The nation is paying a lot of attention to President Obama's Cabinet selections. The issues surrounding the choice of our nation's leadership provide lessons for those of us in the transportation industry.
The model most cited to describe the new Cabinet is "Team of Rivals" -- taken from Doris Kearns Goodwin's book of the same title that describes how Abraham Lincoln called upon past rivals collectively to serve the nation in a time of crisis. Goodwin maintains that the success of this strategy was made possible by Lincoln's ability to rise above past personal slights and his talent for getting along with men who detested each other because of clashing personalities and ideologies.

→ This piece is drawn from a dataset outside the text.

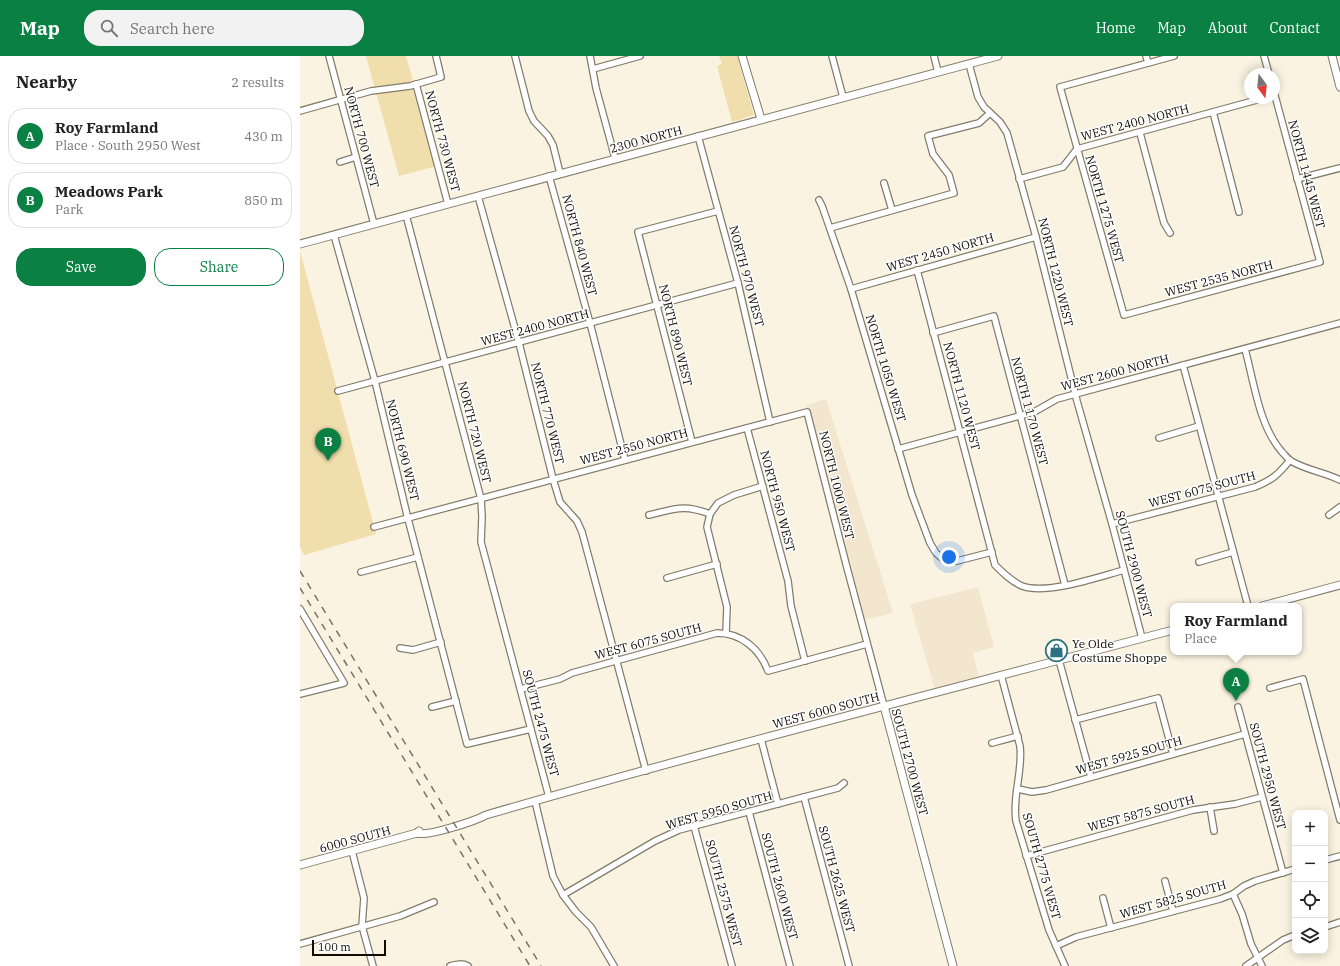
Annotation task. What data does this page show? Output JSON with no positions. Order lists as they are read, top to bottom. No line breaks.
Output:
{"streets":{"street":["WEST 2400 NORTH","NORTH 700 WEST","2300 NORTH","NORTH 730 WEST","NORTH 1445 WEST","NORTH 1275 WEST","NORTH 840 WEST","WEST 2450 NORTH","NORTH 1220 WEST","NORTH 970 WEST","WEST 2535 NORTH","NORTH 890 WEST","NORTH 1050 WEST","WEST 2600 NORTH","NORTH 1120 WEST","NORTH 1170 WEST","NORTH 770 WEST","NORTH 720 WEST","WEST 2550 NORTH","NORTH 690 WEST","NORTH 1000 WEST","WEST 6075 SOUTH","NORTH 950 WEST","SOUTH 2900 WEST","WEST 6000 SOUTH","SOUTH 2475 WEST","WEST 5925 SOUTH","SOUTH 2700 WEST","SOUTH 2950 WEST","WEST 5950 SOUTH","WEST 5875 SOUTH","6000 SOUTH","SOUTH 2775 WEST","SOUTH 2625 WEST","SOUTH 2600 WEST","SOUTH 2575 WEST","WEST 5825 SOUTH"]},"crossings":[["WEST 2400 NORTH","NORTH 1275 WEST"],["WEST 2400 NORTH","NORTH 840 WEST"],["WEST 2400 NORTH","NORTH 1220 WEST"],["WEST 2400 NORTH","NORTH 970 WEST"],["WEST 2400 NORTH","NORTH 890 WEST"],["WEST 2400 NORTH","NORTH 770 WEST"],["WEST 2400 NORTH","NORTH 720 WEST"],["WEST 2400 NORTH","NORTH 690 WEST"],["NORTH 700 WEST","2300 NORTH"],["2300 NORTH","NORTH 730 WEST"],["2300 NORTH","NORTH 840 WEST"],["2300 NORTH","NORTH 1220 WEST"],["2300 NORTH","NORTH 970 WEST"],["2300 NORTH","NORTH 770 WEST"],["2300 NORTH","NORTH 720 WEST"],["2300 NORTH","NORTH 690 WEST"],["NORTH 1445 WEST","WEST 2535 NORTH"],["NORTH 1275 WEST","WEST 2535 NORTH"],["NORTH 840 WEST","WEST 2550 NORTH"],["WEST 2450 NORTH","NORTH 1220 WEST"],["WEST 2450 NORTH","NORTH 1050 WEST"],["WEST 2450 NORTH","NORTH 1120 WEST"],["NORTH 1220 WEST","WEST 2600 NORTH"],["NORTH 1220 WEST","SOUTH 2900 WEST"],["NORTH 970 WEST","NORTH 890 WEST"],["NORTH 970 WEST","WEST 2550 NORTH"],["NORTH 890 WEST","WEST 2550 NORTH"],["NORTH 1050 WEST","WEST 2600 NORTH"],["NORTH 1050 WEST","NORTH 1120 WEST"],["WEST 2600 NORTH","NORTH 1120 WEST"],["WEST 2600 NORTH","NORTH 1170 WEST"],["NORTH 1120 WEST","NORTH 1170 WEST"],["NORTH 770 WEST","WEST 2550 NORTH"],["NORTH 770 WEST","WEST 6075 SOUTH"],["NORTH 770 WEST","WEST 6000 SOUTH"],["NORTH 720 WEST","WEST 2550 NORTH"],["NORTH 720 WEST","SOUTH 2475 WEST"],["WEST 2550 NORTH","NORTH 690 WEST"],["WEST 2550 NORTH","NORTH 1000 WEST"],["WEST 2550 NORTH","NORTH 950 WEST"],["NORTH 690 WEST","SOUTH 2475 WEST"],["NORTH 1000 WEST","SOUTH 2700 WEST"],["WEST 6075 SOUTH","NORTH 950 WEST"],["WEST 6075 SOUTH","SOUTH 2900 WEST"],["WEST 6075 SOUTH","SOUTH 2475 WEST"],["SOUTH 2900 WEST","WEST 6000 SOUTH"],["WEST 6000 SOUTH","SOUTH 2475 WEST"],["WEST 6000 SOUTH","SOUTH 2700 WEST"],["WEST 6000 SOUTH","6000 SOUTH"],["WEST 6000 SOUTH","SOUTH 2775 WEST"],["WEST 5925 SOUTH","SOUTH 2950 WEST"],["WEST 5925 SOUTH","SOUTH 2775 WEST"],["SOUTH 2950 WEST","WEST 5875 SOUTH"],["SOUTH 2950 WEST","WEST 5825 SOUTH"],["WEST 5950 SOUTH","SOUTH 2625 WEST"],["WEST 5950 SOUTH","SOUTH 2600 WEST"],["WEST 5950 SOUTH","SOUTH 2575 WEST"],["WEST 5875 SOUTH","SOUTH 2775 WEST"],["SOUTH 2775 WEST","WEST 5825 SOUTH"]],"places":{"shop":["Ye Olde Costume Shoppe"]},"scale_bar":"100 m","north":"bottom","page":{"header":"Map","search":"Search here","nav":["Home","Map","About","Contact"],"heading":["Nearby","2 results"],"list":[{"mark":"A","name":"Roy Farmland","note":"Place · South 2950 West","value":"430 m"},{"mark":"B","name":"Meadows Park","note":"Park","value":"850 m"}],"buttons":["Save","Share"],"pins":["B","A"],"popup":["Roy Farmland","Place"],"map_buttons":["+","−"],"scale":"100 m"}}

The new team in Washington also has been compared to the "best and the brightest" -- the title of David Halberstam's history of the Kennedy administration's young, bright (and hubristic) team that ultimately mired the nation in the Vietnam War. New York Times columnist Frank Rich has noted that this term is frequently misused because it was originally "meant to strike a sardonic, not a flattering note." Halberstam believed that the fatal flaw of the Kennedy team was "the difference between intelligence and wisdom, between the abstract quickness and verbal facility which the team exuded, and true wisdom, which is the product of hard-won, often bitter experience."
To many observers, the Clinton administration was a modification of the best and the brightest. There was certainly no shortage of powerful minds, and discussion was encouraged. Unfortunately, Clinton lacked Lincoln's ability to enforce discipline and bring policy discussions to a close. As a result, discussion never ended -- it was understood that the last advocate to speak often carried the day with the president.

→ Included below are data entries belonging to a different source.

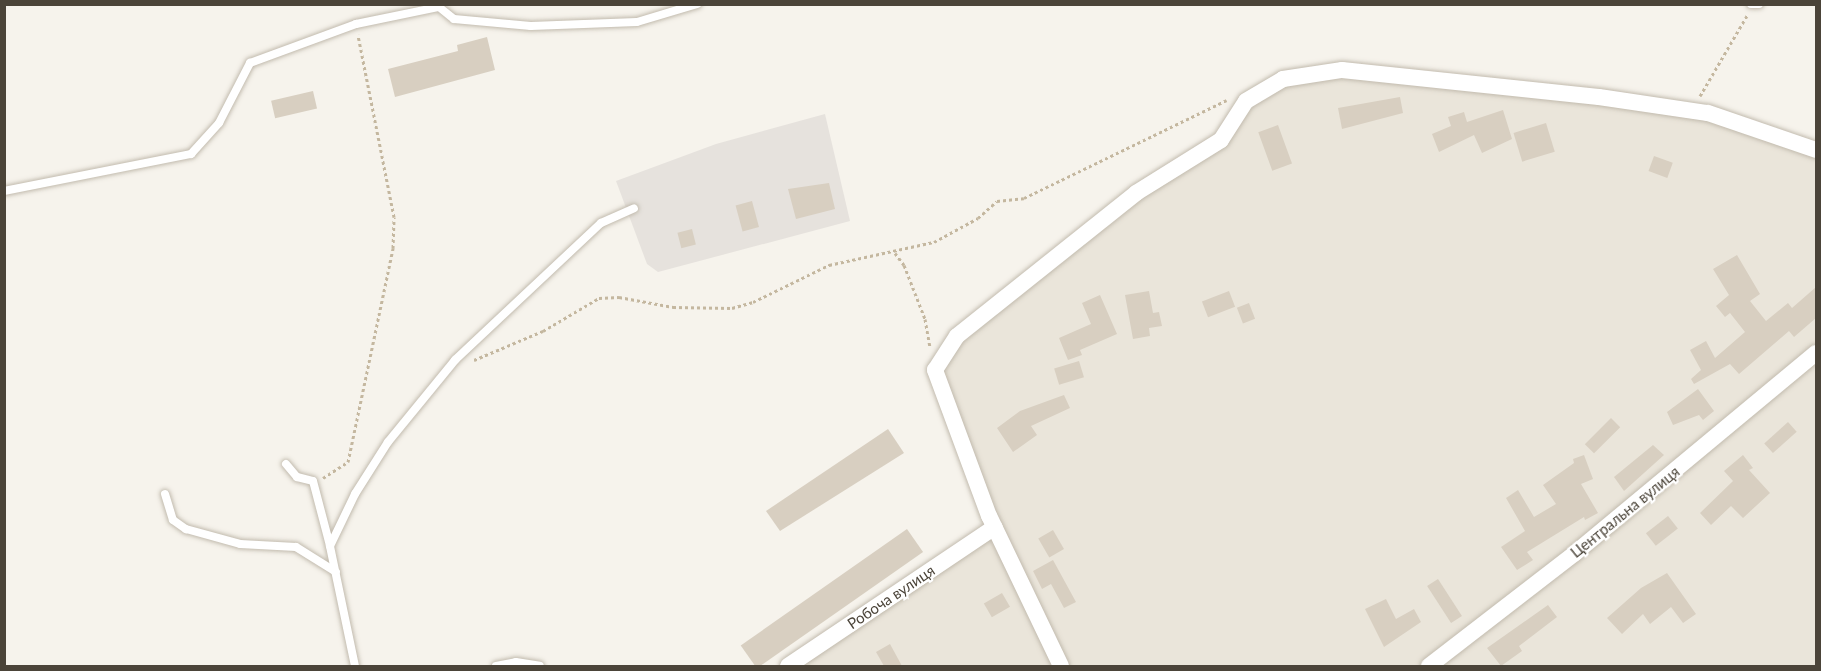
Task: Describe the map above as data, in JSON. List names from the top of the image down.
{
  "streets": {
    "street": ["Центральна вулиця", "Робоча вулиця"]
  }
}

For the George W. Bush administration, some have suggested a theme of "The Price of Loyalty," after the Ron Suskind book tracking the rise and fall of Treasury Secretary Paul O'Neill. Suskind maintains that evidence and discussion were stifled by predetermined and foregone political conclusions. O'Neill contrasts his Nixon administration experience -- where "Brandeis briefs" were prepared by the Office of Management and Budget to thoroughly analyze opposing arguments -- to the Bush administration practice of scripting Cabinet meetings to adopt a policy that already had been determined.
The "team of rivals" is not a model frequently seen in business -- let alone in the transportation industry. Unsuccessful rivals for chief executives frequently depart -- voluntarily or not -- once succession paths have been established. There may be a good reason for that. When Ron Conway became president of CSX Transportation, his vanquished rival, Pete Carpenter, was allowed to remain. Many believe that Conway's subsequent departure was the result of undermining efforts undertaken by Carpenter and his allies.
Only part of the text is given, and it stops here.